12月17日


「寒いですねー」

「だね」


今日もいつも通り光井先輩と帰っていた。

光井先輩に告白(?)紛いなことをしたあの日からも、今までと変わらず話していた。


「あ、来週から冬休みですね」

「イヴの日だよね」


あぁ、クリスマスか。すっかり忘れてた。

中学くらいから段々気にしなくなってたな。まぁキリスト教だし日本そんな関係ないと思うのよ。いい年になってクリスマスって…

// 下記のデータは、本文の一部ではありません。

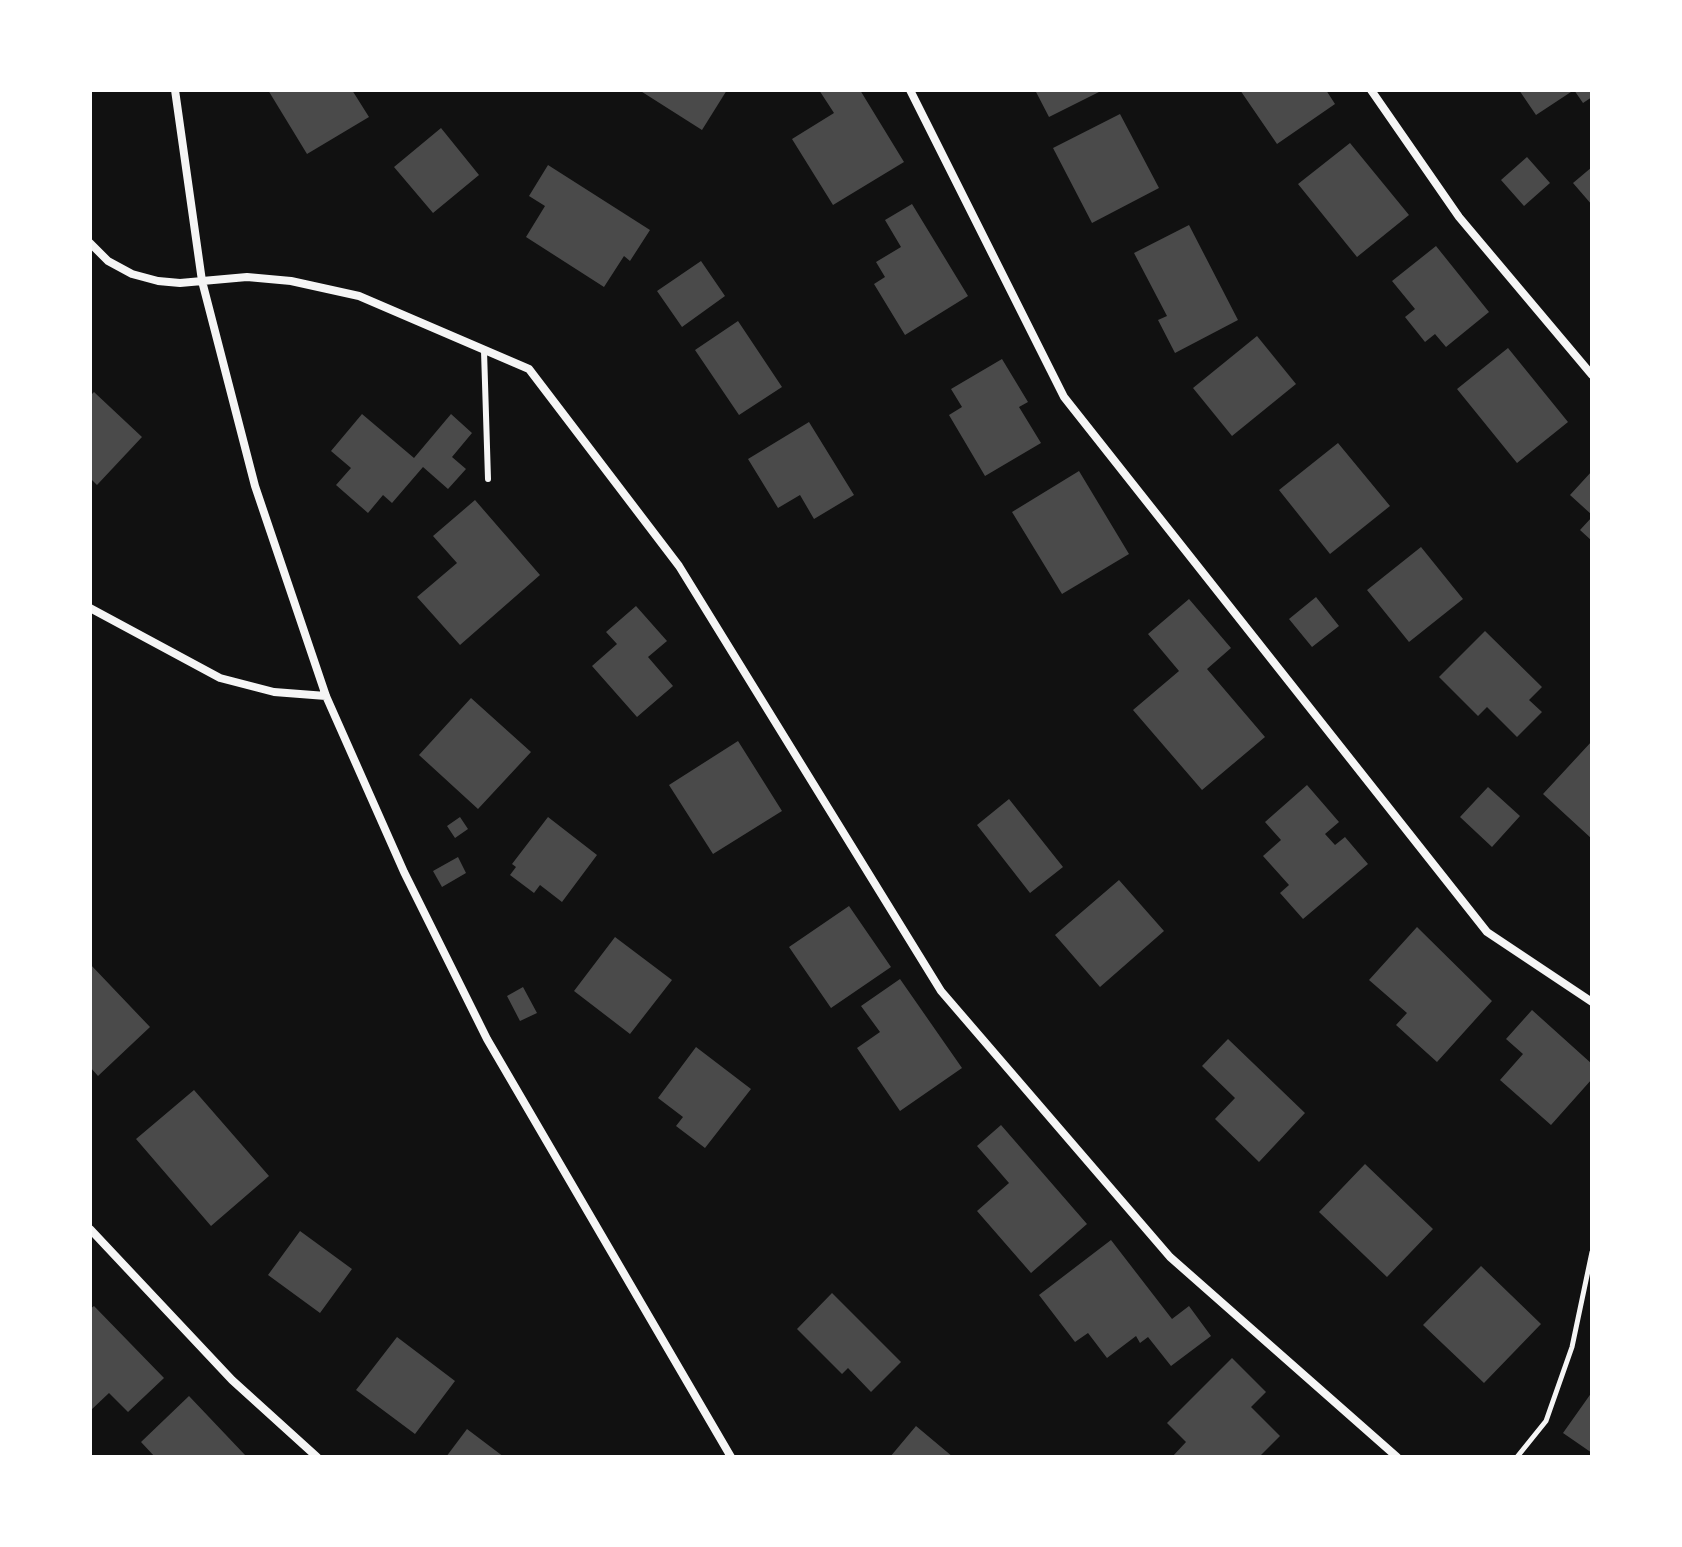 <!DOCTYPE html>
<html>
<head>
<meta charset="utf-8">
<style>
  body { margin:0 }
  #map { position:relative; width:1682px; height:1547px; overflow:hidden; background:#111; font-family:"Public Sans",sans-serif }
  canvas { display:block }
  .frame { position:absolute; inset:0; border:92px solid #fff; pointer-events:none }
</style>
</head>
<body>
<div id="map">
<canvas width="1682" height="1547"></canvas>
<div class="frame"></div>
</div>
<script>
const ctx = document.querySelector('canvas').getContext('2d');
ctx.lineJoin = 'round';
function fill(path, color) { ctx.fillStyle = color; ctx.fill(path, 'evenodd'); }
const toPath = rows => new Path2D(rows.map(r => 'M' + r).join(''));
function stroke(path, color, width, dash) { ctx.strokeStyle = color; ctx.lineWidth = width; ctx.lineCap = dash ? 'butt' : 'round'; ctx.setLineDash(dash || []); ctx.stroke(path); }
const building = toPath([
  [268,90,352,90,369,117,307,154],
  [639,90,727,90,702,130],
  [819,90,860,90,904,162,833,205,792,139,834,113],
  [1035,90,1103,90,1049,117],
  [1240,90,1326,90,1335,104,1277,144],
  [1519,90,1574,90,1536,115],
  [1574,90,1592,90,1592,97,1583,103],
  [1120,114,1159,188,1092,223,1053,148],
  [441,128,479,175,433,213,394,167],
  [1350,143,1409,215,1357,257,1298,184],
  [1527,157,1550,183,1524,206,1501,180],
  [548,165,650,230,630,261,624,256,604,287,526,237,545,206,529,196],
  [1592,167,1592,205,1573,183],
  [912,204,968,296,905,335,874,284,885,277,876,262,901,247,885,220],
  [1189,225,1238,320,1175,353,1158,320,1167,316,1134,253],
  [1436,246,1489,312,1446,347,1435,334,1425,342,1405,317,1415,309,1392,281],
  [701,261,725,296,682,327,657,291],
  [738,321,782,387,739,415,695,350],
  [1257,336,1296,384,1232,436,1193,388],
  [1508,348,1568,422,1517,463,1457,389],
  [1002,359,1028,402,1019,407,1041,443,985,476,949,415,962,407,951,389],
  [94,392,142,437,97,485,90,478,90,396],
  [362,414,414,458,451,414,472,433,452,457,466,469,448,489,423,467,392,503,383,495,368,513,336,485,351,468,331,451],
  [809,422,854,495,814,519,800,495,778,508,748,459],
  [1338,443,1390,506,1330,554,1279,490],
  [1079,471,1129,554,1062,594,1012,512],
  [1592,471,1592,515,1570,495],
  [475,500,540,575,460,645,417,597,457,563,433,536],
  [1592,517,1592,541,1580,530],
  [1421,547,1463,599,1409,642,1367,590],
  [1316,597,1339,626,1312,647,1289,619],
  [1189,599,1231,648,1207,669,1265,737,1202,790,1133,710,1179,671,1148,634],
  [636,606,667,641,648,657,673,686,637,717,592,666,617,644,606,632],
  [1485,631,1542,687,1529,700,1542,712,1517,737,1487,707,1478,716,1439,677],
  [471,698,531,752,478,809,419,755],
  [738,741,782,811,713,854,669,785],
  [1592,741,1592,839,1543,794],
  [1307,785,1339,822,1325,834,1335,845,1345,837,1368,864,1303,919,1280,893,1289,885,1263,856,1281,840,1265,822],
  [1488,787,1520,816,1492,847,1460,817],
  [1009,799,1063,867,1030,893,977,825],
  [460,817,468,829,455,838,447,826],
  [548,817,597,855,562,902,540,885,534,893,510,875,516,867,512,864],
  [458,857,466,873,442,887,433,871],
  [1119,880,1164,931,1100,987,1055,935],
  [849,906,891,967,831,1008,789,947],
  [1417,927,1492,1001,1437,1062,1396,1025,1407,1013,1369,980],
  [615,937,672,980,630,1034,574,991],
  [90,964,150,1027,98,1076,90,1067],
  [900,979,962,1068,900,1111,857,1048,880,1032,861,1006],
  [523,987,537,1013,520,1021,507,996],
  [1532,1010,1592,1064,1592,1079,1551,1125,1500,1080,1523,1054,1506,1039],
  [1228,1039,1305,1113,1259,1162,1215,1119,1235,1098,1202,1066],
  [696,1047,751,1089,705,1148,676,1126,683,1117,658,1098],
  [194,1090,269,1176,211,1226,136,1139],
  [1001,1125,1087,1224,1031,1273,977,1211,1009,1183,977,1146],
  [1365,1164,1433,1229,1387,1277,1319,1212],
  [300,1231,352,1269,320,1313,268,1275],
  [1111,1240,1172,1319,1189,1306,1211,1336,1171,1366,1148,1337,1140,1343,1136,1336,1107,1358,1088,1333,1075,1342,1039,1295],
  [1481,1266,1541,1324,1484,1383,1423,1325],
  [832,1293,901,1362,871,1392,848,1368,842,1374,797,1329],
  [94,1306,164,1378,128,1412,109,1393,90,1411,90,1309],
  [397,1337,455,1381,415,1434,356,1390],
  [1232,1358,1266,1392,1251,1407,1280,1436,1259,1457,1172,1457,1186,1442,1167,1423],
  [1592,1392,1592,1453,1563,1433],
  [189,1396,245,1455,243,1457,155,1457,141,1442],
  [916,1426,953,1457,890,1457],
  [467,1429,504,1457,446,1457]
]);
const path = toPath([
  [1517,1457,1546,1421,1572,1347,1592,1252]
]);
const service = toPath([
  [484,351,488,479]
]);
const minor = toPath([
  [175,90,202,281,255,486,326,696,404,872,487,1039,731,1457],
  [910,90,1064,397,1487,932,1592,1002],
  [1371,90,1459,217,1592,375],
  [90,243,108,261,132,274,158,281,180,283,247,277,291,281,359,296,529,369,679,566,941,991,1170,1257,1397,1457],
  [90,608,220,678,274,692,326,696],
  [90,1229,232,1380,317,1457]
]);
fill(building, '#4a4a4a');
stroke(path, '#f5f5f5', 5);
stroke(service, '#f5f5f5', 6);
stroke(minor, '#f5f5f5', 8);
</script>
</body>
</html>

「イヴって神秘的でいいよね!なんか、凄い大好きなんだよね」


クリスマスへの批判を長々といってる間に光井先輩の顔が輝いた。


「そ…そうですか?」

「うん!街とかキラキラでなんか良くない?」


そうですね、と笑って流した。なんて屈託のない笑顔…。

か…可愛いっ、光井先輩クールだったり可愛いかったりなんなの?


「ん?」

「先輩」


私は先輩の手を握った。正確には手首だけど。

いきなりだけど、このままでいるのも嫌だし…


「何?」

「私、好きでし」

「でし?何が?」


噛んだ上に伝わらなかった…。この上ない羞恥。

私は急に顔に火がついたように熱くなった。


「え、いや、あの、はは、」

「?」


何でここできょどるんだろう。


「あれ、柚希と林檎ちゃん!おはよー!」

「げ、平野…」


光井先輩を一睨みして私に肩を組んできたのは平野先輩。